Alicia Warford will never forget the sound of the wind rushing past her son’s phone as he drove for his life.
Treyhon McCurdy was only 20 years old when he was forced to trade a birthday celebration for a battlefield.
Just months ago, his family stood together to cheer for his accomplishments and gift him a brand-new car.

That same car became a rolling target on a Sunday night that shattered a Chicago family forever.
The scene at 122nd and Harvard Avenue in West Pullman told a story of pure desperation.
Rubber marks on the asphalt and a crumpled frame showed exactly where the vehicle finally gave up.

But the most haunting part of this tragedy didn’t happen on the street; it happened on a cellular signal.
“Ma! Ma! They shooting at me!” Treyhon screamed into his phone as bullets pierced the air around him.
Alicia sat on the other end of the line, her heart dropping into her stomach as the reality of the Far South Side set in.

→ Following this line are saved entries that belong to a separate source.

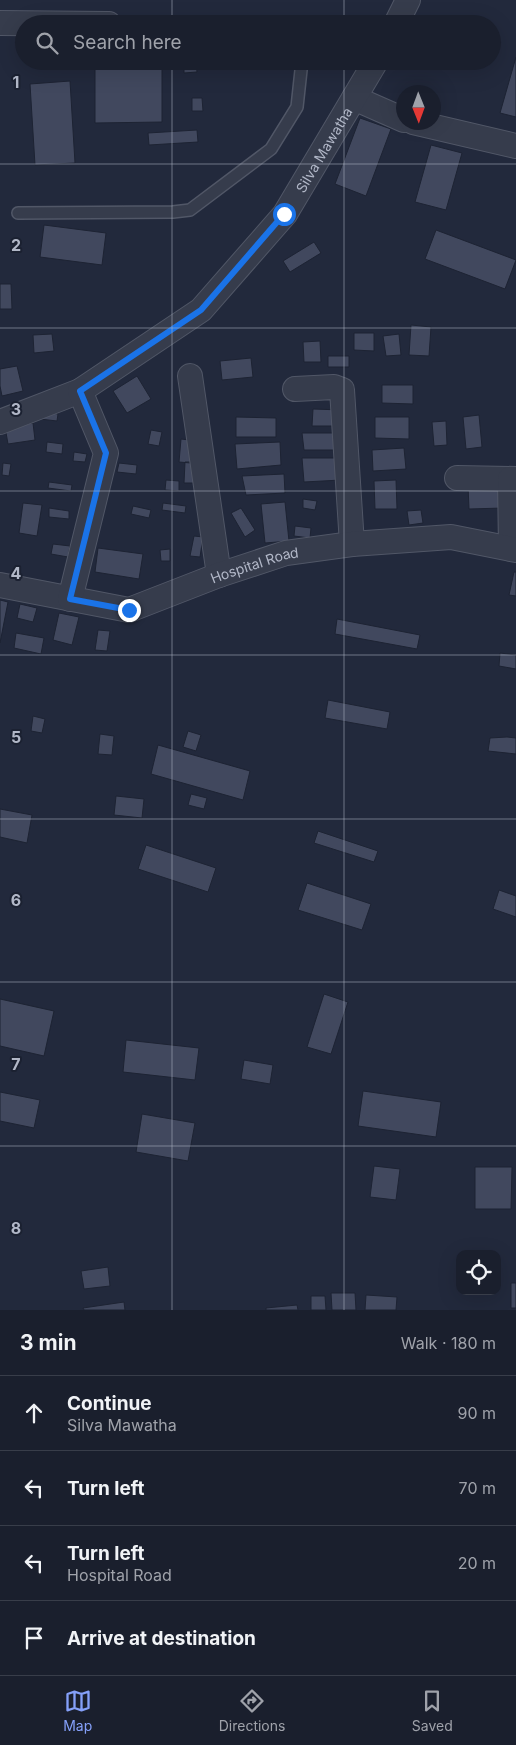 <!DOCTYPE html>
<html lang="en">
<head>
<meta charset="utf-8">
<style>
	body { margin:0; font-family:Inter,sans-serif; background:#272c39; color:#f1f3f6 }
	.controls { position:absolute; right:15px; bottom:15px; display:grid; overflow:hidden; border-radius:10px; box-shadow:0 5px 20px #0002 }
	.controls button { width:45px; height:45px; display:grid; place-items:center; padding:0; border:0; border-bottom:1px solid #383d49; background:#1a1f2d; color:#f1f3f6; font:25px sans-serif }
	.compass { position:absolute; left:396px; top:85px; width:45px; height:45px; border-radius:50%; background:#1a1f2d; box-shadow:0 5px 20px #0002; rotate:179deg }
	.stop { position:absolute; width:15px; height:15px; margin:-11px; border:4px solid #1a73e8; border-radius:50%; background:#fff }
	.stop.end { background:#1a73e8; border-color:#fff; box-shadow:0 1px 5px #0008 }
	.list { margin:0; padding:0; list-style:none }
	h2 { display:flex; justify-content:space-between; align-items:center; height:65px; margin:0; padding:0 20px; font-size:21px }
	h2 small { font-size:16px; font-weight:400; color:#9fa2aa }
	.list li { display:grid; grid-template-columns:32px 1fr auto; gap:15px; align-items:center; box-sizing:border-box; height:75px; padding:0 20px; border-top:1px solid #383d49 }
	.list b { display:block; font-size:19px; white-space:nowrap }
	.list p { margin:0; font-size:16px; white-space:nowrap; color:#9fa2aa }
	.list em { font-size:16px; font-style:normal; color:#9fa2aa }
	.icon { flex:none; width:28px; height:28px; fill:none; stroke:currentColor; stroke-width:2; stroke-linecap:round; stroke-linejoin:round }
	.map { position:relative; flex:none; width:516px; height:1310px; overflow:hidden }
	.search { position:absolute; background:#1a1f2d; box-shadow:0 5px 20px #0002; left:15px; right:15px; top:15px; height:55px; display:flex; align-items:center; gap:12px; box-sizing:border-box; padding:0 18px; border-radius:28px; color:#9fa2aa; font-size:19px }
	.sheet { height:365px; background:#1a1f2d }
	nav { display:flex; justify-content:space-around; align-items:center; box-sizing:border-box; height:70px; border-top:1px solid #383d49; background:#1a1f2d; font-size:14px; color:#9fa2aa }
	nav a { display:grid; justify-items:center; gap:2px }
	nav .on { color:#85a0f9 }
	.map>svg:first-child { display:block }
	.building { fill:#41485e; stroke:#1d2333 }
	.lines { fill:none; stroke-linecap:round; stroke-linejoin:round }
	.service-casing { stroke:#515767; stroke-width:14 }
	.minor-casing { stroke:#515767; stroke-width:26 }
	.service { stroke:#363c4c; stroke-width:11 }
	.minor { stroke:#363c4c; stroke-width:24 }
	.route { stroke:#1a73e8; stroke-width:6 }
	.grid { fill:none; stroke:#b1b7c7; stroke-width:1; stroke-opacity:0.55 }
	.labels { text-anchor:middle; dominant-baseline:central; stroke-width:4; stroke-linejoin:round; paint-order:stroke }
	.street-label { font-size:14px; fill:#b1b7c7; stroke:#1b2131 }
	.grid-label { font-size:16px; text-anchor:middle; font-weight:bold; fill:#b1b7c7; stroke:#1b2131; stroke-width:4; stroke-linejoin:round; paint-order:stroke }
</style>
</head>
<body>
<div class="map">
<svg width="516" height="1310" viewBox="0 0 516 1310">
	<rect width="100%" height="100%" fill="#22293c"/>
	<path class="building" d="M516,57V117L500,113Z
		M184,61H196L197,72L184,73Z
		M95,69H162V122L95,123Z
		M70,81L75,163L35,165L30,84Z
		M192,98H202L203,111H192Z
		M360,118L391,129L366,196L335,184Z
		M197,130L198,142L149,145L148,133Z
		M431,145L462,153L446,210L415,202Z
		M44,225L106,233L102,265L40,257Z
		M436,230L516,260L505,289L425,259Z
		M314,242L321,253L290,272L283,261Z
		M0,284H11L12,309H0Z
		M411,325L431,327L429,356L409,355Z
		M354,333H374V351L354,350Z
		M52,334L54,351L34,353L33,335Z
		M399,334L401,355L386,356L383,336Z
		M320,341L321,362H304L303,342Z
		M328,356H349V367H328Z
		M251,358L253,377L222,380L220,361Z
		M17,366L23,391L2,396L0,386V369Z
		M137,376L151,399L127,413L113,391Z
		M382,385H413V404L382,403Z
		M313,409L342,410V426H312Z
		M41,411L58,414L57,421L40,419Z
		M479,415L482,447L466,449L463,417Z
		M236,417L276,418V437H236Z
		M375,417H409V439L375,438Z
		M446,421L447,445L434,446L432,422Z
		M33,423L35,440L8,444L5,427Z
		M151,430L162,432L159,446L148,444Z
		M302,433H341L342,450H304Z
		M181,439L206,442L203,464L179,462Z
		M47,442L63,444L62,454L46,452Z
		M280,442L281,465L237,469L235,444Z
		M404,448L406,469L373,471L372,450Z
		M74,452L87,454L85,462L73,461Z
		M302,458H340L341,480L304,482Z
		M185,462H201L200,483H184Z
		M3,463L11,464L9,476L2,475Z
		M119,463L137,465L136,474L117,472Z
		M284,474L285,493L246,495L242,476Z
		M166,480L179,481V491L165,490Z
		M396,480L397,509H375L374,481Z
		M49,482L72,485L71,491L48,488Z
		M502,483L503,508L469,509L468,485Z
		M303,499L317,501L315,510L303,508Z
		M285,502L289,541L265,543L261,504Z
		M23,503L42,505L37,536L19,533Z
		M163,503L186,506L185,513L162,510Z
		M133,506L151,510L149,518L131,514Z
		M49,508L69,511V519L49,517Z
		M241,508L255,530L245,537L231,513Z
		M421,510L423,523L409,525L407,511Z
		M295,526L311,528L310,538L294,536Z
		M194,536L203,537L200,557L190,556Z
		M53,544L70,546L68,557L51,554Z
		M98,548L143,554L139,579L95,572Z
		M170,549V561H161L160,550Z
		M514,572H516V596L509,595Z
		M0,600L8,602L0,643Z
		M20,604L37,608L33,622L17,618Z
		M59,613L79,617L72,645L53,640Z
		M337,619L420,635L417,649L335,634Z
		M98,630L110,631L107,651L95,650Z
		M16,633L44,638L41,654L14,648Z
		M500,653L516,655V669L499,666Z
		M328,700L390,712L387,729L325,718Z
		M33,716L45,719L42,733L31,731Z
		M188,731L201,735L196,751L183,747Z
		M100,734L114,736L112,755L98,754Z
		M507,737L516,738V754L488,751L490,738Z
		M158,745L250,771L243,800L151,774Z
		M191,794L207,798L204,809L188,805Z
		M116,796L144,799L142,818L114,815Z
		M0,809L32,815L27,843L0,837Z
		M318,831L378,851L374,862L314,843Z
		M146,845L216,868L208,892L138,869Z
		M307,883L371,904L362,930L298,910Z
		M499,890L516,896V917L493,909Z
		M324,994L348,1002L331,1054L307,1047Z
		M0,999L54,1011L44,1056L0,1046Z
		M126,1040L199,1048L195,1080L123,1072Z
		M244,1060L273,1065L270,1084L241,1079Z
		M363,1091L441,1102L436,1137L358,1126Z
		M0,1092L40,1100L34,1128L0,1121Z
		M142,1114L195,1123L188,1161L136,1152Z
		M374,1166L400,1169L396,1200L370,1197Z
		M475,1167H512L511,1209H475Z
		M108,1267L110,1286L84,1289L81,1271Z
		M511,1283H516V1308H511Z
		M331,1293H355L356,1310H332Z
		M366,1295L397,1297L396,1310H365Z
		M311,1296H325L326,1310H311Z
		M124,1302L125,1310H84L83,1308Z
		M297,1305L298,1310H266V1308Z"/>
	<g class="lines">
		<g class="service-casing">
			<path id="service" d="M18,213L173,212L190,210L271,149L297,107L302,61"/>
		</g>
		<g class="minor-casing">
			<g id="minor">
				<path d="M0,23L109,24"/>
				<path d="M396,24L408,0"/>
				<path d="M354,98L404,120"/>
				<path d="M413,122L516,146"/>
				<path d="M190,376L219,575"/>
				<path d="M295,389L334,387L342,390L352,544"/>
				<path id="s1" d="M0,422L80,391L201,310L285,214L376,61"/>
				<path d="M457,478L516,479"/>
				<path d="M510,479L511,549"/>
				<path id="s2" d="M0,585L129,610L219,575L286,553L352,544L451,537L516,550"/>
				<path d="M70,599L106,453L80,391"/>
			</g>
		</g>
		<use href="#service" class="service"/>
		<use href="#minor" class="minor"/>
	</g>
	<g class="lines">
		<path class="route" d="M129,610L70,599L106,453L80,391L201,310L284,214"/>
	</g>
	<path class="grid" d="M172,0V24M344,0V24M172,61V1310M344,61V1310M0,164H516M0,328H516M0,491H516M0,655H516M0,819H516M0,982H516M0,1146H516"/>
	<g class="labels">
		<g class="street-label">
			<text stroke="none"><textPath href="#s1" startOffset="434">Silva Mawatha</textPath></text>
			<text stroke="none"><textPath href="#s2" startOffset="265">Hospital Road</textPath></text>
		</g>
	</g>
	<g class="grid-label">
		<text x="16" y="88">1</text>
		<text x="16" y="251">2</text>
		<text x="16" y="415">3</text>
		<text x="16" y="579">4</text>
		<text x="16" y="743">5</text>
		<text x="16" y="906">6</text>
		<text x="16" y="1070">7</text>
		<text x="16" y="1234">8</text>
	</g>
</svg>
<div class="controls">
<button><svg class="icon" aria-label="locate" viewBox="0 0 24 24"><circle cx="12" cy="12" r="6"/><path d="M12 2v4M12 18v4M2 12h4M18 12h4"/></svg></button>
</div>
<svg class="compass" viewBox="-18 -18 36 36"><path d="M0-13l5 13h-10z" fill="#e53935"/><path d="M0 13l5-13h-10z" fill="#9fa2aa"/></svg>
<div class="stop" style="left:284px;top:214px"></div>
<div class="stop end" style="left:129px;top:610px"></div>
<div class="search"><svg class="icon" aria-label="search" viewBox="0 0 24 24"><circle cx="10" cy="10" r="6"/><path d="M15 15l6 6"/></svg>Search here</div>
</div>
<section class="sheet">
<h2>3 min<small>Walk · 180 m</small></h2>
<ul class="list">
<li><svg class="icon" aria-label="ahead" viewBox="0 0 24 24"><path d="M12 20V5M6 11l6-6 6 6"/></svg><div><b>Continue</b><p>Silva Mawatha</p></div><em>90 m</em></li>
<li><svg class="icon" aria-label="left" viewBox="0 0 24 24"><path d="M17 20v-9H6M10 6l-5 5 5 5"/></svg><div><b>Turn left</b></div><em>70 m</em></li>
<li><svg class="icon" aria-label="left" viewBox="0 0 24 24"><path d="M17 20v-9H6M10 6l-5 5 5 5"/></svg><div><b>Turn left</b><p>Hospital Road</p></div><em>20 m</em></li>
<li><svg class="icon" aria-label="arrive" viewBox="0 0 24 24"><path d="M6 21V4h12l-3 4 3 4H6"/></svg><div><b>Arrive at destination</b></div></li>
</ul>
</section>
<nav>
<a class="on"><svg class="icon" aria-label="map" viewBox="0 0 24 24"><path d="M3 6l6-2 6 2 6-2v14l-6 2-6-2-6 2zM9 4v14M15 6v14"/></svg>Map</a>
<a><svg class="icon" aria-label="directions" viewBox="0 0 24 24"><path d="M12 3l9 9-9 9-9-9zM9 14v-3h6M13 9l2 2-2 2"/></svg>Directions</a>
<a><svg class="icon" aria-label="saved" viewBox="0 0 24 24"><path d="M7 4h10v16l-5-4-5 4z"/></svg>Saved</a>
</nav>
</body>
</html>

She tried to be his GPS through the chaos, urging him to make it to the safety of the Altgeld Gardens.
“Can you make it to the Gardens?” she asked, her voice likely shaking as she prayed for a miracle.
Treyhon thought he could make it, but the shooters trailing him had other plans.
Before the line cut to a deafening silence, he made sure to say the only thing that mattered.
“I just want you to know that I love you,” he told her.
Those were the final words Alicia Warford would ever hear from her youngest child.
By the time she got into her own car and started driving aimlessly through the night, her son was already gone.
She screamed and hollered at the steering wheel, unaware that Treyhon was already lying in a wrecked car needing his mother.
Police found Treyhon and another unidentified individual dead inside the crashed vehicle.
The second victim remains a mystery to the public, a nameless casualty in a city that sees too many of them.
Candance McCurdy, Treyhon’s sister, believes her brother was lured into a trap.
He had gone to meet people he didn’t know, accompanied by a passenger who was also a stranger.
Here is the reality: “meet-ups” with strangers in the city are becoming increasingly high-risk gambles.
Candance points to greed and envy as the rot that took her brother’s life.
The family is now preparing for a Saturday vigil instead of the bright future they once envisioned for him.
West Pullman is a neighborhood where the “City Vibe” often shifts from quiet residential streets to active crime scenes in seconds.
The streets near 127th and the Altgeld Gardens housing project are now marked by another senseless loss.
Investigators are still combing through evidence, but the shooters remain at large and the case remains unsolved.
This murder serves as a grim reminder for every resident in Chicago about the dangers of meeting unknown parties.
If you are selling an item or meeting someone from the internet, always choose a designated “Safe Exchange Zone” at a local police station.
Never go alone to a secondary location, especially late at night in areas with limited visibility.
Your life is worth more than any transaction, a lesson the McCurdy family learned in the most painful way possible.
Treyhon was a young man with a supportive family and a new car that symbolized his potential.
Now, that potential is buried under the weight of a violent night in West Pullman.
The community is left to wonder when the shooting will stop and when a mother’s phone call will finally be safe to answer.
As the vigil approaches, the silence on Alicia Warford’s phone remains the loudest sound in her home.